-- DATA LISTING follows --

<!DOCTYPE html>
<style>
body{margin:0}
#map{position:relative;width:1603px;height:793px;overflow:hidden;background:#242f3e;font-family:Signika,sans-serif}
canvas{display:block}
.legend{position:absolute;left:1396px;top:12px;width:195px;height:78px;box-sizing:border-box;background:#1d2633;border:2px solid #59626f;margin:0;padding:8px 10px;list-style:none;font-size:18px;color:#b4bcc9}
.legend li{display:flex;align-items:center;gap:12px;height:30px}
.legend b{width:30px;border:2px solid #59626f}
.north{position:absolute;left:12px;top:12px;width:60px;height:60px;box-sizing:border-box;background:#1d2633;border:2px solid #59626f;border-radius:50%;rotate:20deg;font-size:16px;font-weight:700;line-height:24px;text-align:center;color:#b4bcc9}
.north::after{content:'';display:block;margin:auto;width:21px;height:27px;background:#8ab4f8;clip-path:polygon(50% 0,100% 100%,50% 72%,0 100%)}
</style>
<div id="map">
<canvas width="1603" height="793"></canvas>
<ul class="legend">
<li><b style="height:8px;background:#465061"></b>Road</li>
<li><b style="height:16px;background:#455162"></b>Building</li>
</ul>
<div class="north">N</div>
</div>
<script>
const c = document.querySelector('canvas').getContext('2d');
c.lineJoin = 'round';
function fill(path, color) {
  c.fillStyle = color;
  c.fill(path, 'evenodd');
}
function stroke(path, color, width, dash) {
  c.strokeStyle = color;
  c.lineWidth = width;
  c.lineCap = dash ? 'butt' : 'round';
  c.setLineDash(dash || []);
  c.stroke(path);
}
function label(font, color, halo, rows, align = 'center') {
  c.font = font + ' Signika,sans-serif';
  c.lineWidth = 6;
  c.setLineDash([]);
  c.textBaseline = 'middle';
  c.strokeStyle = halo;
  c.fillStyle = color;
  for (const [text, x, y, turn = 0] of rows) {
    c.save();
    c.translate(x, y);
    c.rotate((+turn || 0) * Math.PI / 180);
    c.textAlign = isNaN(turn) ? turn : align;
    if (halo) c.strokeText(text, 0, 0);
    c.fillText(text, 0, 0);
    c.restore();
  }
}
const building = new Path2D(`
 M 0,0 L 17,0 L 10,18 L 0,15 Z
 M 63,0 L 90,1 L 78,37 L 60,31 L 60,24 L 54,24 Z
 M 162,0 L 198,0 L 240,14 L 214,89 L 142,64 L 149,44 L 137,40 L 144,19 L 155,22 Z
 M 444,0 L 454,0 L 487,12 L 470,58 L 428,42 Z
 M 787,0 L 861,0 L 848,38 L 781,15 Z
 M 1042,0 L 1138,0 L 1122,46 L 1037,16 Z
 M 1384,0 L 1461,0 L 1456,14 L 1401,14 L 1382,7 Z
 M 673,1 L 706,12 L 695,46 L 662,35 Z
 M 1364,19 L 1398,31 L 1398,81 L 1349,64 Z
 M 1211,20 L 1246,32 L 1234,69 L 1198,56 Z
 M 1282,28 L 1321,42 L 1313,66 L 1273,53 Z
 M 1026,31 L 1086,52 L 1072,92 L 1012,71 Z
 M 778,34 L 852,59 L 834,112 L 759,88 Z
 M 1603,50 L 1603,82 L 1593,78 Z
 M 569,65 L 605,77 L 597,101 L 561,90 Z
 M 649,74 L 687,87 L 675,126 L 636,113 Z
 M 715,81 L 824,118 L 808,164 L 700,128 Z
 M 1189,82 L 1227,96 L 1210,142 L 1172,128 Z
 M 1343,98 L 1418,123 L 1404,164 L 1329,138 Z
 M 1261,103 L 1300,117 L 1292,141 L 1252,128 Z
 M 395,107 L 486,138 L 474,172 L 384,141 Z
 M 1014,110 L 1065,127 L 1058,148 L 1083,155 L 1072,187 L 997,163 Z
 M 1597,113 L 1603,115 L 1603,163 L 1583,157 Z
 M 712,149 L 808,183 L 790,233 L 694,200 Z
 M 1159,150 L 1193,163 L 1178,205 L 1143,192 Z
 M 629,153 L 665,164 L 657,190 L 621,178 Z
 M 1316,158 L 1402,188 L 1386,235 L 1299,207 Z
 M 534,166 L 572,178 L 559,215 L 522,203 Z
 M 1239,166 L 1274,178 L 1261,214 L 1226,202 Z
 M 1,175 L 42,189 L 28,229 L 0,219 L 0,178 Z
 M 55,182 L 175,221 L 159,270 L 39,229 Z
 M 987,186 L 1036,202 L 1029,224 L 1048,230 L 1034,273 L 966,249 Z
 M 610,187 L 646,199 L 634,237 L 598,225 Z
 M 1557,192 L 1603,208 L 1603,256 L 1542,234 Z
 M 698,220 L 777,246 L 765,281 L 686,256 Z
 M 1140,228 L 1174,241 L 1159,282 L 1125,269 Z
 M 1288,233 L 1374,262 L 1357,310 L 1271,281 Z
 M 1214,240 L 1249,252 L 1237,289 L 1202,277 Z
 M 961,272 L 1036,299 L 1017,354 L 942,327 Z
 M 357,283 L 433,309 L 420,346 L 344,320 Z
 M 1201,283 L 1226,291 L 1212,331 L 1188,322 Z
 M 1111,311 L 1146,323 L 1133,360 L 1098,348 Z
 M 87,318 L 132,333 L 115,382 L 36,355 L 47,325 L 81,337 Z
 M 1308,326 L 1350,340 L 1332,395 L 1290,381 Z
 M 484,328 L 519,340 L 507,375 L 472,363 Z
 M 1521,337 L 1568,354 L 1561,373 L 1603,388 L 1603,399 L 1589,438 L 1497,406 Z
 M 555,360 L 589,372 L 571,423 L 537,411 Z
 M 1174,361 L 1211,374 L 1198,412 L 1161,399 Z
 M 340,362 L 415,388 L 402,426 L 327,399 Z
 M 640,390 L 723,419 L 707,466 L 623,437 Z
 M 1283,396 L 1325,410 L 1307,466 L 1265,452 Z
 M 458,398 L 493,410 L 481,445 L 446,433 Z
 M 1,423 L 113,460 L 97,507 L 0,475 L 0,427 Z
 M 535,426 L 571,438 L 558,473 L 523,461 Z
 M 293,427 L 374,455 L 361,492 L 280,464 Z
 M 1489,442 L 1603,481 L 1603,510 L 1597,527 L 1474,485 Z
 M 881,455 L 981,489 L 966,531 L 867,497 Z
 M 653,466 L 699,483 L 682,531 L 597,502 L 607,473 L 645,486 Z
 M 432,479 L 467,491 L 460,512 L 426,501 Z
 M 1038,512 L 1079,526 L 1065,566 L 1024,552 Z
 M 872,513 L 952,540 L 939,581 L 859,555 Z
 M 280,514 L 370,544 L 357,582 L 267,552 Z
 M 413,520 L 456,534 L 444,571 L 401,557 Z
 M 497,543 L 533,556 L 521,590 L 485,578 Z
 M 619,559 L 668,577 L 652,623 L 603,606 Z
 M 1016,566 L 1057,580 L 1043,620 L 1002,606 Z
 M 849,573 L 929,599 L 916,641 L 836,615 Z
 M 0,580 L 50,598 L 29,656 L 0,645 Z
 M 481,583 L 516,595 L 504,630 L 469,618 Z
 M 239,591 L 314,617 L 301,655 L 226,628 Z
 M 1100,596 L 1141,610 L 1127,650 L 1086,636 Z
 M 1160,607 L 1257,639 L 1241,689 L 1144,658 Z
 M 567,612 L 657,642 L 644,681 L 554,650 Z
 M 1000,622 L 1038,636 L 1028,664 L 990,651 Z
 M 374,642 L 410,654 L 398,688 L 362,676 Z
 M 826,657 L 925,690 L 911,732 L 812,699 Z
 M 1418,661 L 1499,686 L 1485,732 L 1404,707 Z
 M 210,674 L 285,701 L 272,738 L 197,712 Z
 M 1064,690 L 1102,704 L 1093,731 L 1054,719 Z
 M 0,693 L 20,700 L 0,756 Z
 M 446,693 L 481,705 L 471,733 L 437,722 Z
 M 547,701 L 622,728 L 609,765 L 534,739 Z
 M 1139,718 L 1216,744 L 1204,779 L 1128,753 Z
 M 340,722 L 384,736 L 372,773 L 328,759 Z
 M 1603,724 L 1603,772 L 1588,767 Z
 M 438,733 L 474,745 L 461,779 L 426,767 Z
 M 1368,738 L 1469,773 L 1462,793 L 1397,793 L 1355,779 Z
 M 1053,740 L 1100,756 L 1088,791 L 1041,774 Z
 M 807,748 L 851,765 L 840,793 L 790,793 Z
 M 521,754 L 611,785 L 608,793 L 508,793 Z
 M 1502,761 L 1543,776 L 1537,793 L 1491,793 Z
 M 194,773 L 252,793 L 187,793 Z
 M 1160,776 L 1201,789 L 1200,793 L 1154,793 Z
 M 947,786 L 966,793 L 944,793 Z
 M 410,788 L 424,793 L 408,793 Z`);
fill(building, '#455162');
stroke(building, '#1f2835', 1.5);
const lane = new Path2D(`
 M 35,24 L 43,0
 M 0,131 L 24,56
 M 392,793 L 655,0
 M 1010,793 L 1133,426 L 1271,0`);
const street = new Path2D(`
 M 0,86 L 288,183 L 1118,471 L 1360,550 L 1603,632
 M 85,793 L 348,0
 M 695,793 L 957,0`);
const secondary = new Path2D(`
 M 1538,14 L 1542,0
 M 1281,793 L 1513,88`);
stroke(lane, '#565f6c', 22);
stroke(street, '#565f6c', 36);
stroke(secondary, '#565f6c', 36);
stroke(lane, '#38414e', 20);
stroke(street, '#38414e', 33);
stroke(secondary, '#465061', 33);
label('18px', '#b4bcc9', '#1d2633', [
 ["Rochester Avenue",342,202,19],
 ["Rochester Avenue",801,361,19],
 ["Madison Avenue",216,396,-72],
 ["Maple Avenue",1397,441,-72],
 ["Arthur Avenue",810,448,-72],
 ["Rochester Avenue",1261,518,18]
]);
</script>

-- DATA LISTING concluded --

**EXERCISE**.
Reproduce, word for word and in full, only the lines above that start at the line with "if (halo) c.strokeText(text, 0, 0);" and run through the line with "M 1201,283 L", both ends included.

**FINISHED TASK**.
    if (halo) c.strokeText(text, 0, 0);
    c.fillText(text, 0, 0);
    c.restore();
  }
}
const building = new Path2D(`
 M 0,0 L 17,0 L 10,18 L 0,15 Z
 M 63,0 L 90,1 L 78,37 L 60,31 L 60,24 L 54,24 Z
 M 162,0 L 198,0 L 240,14 L 214,89 L 142,64 L 149,44 L 137,40 L 144,19 L 155,22 Z
 M 444,0 L 454,0 L 487,12 L 470,58 L 428,42 Z
 M 787,0 L 861,0 L 848,38 L 781,15 Z
 M 1042,0 L 1138,0 L 1122,46 L 1037,16 Z
 M 1384,0 L 1461,0 L 1456,14 L 1401,14 L 1382,7 Z
 M 673,1 L 706,12 L 695,46 L 662,35 Z
 M 1364,19 L 1398,31 L 1398,81 L 1349,64 Z
 M 1211,20 L 1246,32 L 1234,69 L 1198,56 Z
 M 1282,28 L 1321,42 L 1313,66 L 1273,53 Z
 M 1026,31 L 1086,52 L 1072,92 L 1012,71 Z
 M 778,34 L 852,59 L 834,112 L 759,88 Z
 M 1603,50 L 1603,82 L 1593,78 Z
 M 569,65 L 605,77 L 597,101 L 561,90 Z
 M 649,74 L 687,87 L 675,126 L 636,113 Z
 M 715,81 L 824,118 L 808,164 L 700,128 Z
 M 1189,82 L 1227,96 L 1210,142 L 1172,128 Z
 M 1343,98 L 1418,123 L 1404,164 L 1329,138 Z
 M 1261,103 L 1300,117 L 1292,141 L 1252,128 Z
 M 395,107 L 486,138 L 474,172 L 384,141 Z
 M 1014,110 L 1065,127 L 1058,148 L 1083,155 L 1072,187 L 997,163 Z
 M 1597,113 L 1603,115 L 1603,163 L 1583,157 Z
 M 712,149 L 808,183 L 790,233 L 694,200 Z
 M 1159,150 L 1193,163 L 1178,205 L 1143,192 Z
 M 629,153 L 665,164 L 657,190 L 621,178 Z
 M 1316,158 L 1402,188 L 1386,235 L 1299,207 Z
 M 534,166 L 572,178 L 559,215 L 522,203 Z
 M 1239,166 L 1274,178 L 1261,214 L 1226,202 Z
 M 1,175 L 42,189 L 28,229 L 0,219 L 0,178 Z
 M 55,182 L 175,221 L 159,270 L 39,229 Z
 M 987,186 L 1036,202 L 1029,224 L 1048,230 L 1034,273 L 966,249 Z
 M 610,187 L 646,199 L 634,237 L 598,225 Z
 M 1557,192 L 1603,208 L 1603,256 L 1542,234 Z
 M 698,220 L 777,246 L 765,281 L 686,256 Z
 M 1140,228 L 1174,241 L 1159,282 L 1125,269 Z
 M 1288,233 L 1374,262 L 1357,310 L 1271,281 Z
 M 1214,240 L 1249,252 L 1237,289 L 1202,277 Z
 M 961,272 L 1036,299 L 1017,354 L 942,327 Z
 M 357,283 L 433,309 L 420,346 L 344,320 Z
 M 1201,283 L 1226,291 L 1212,331 L 1188,322 Z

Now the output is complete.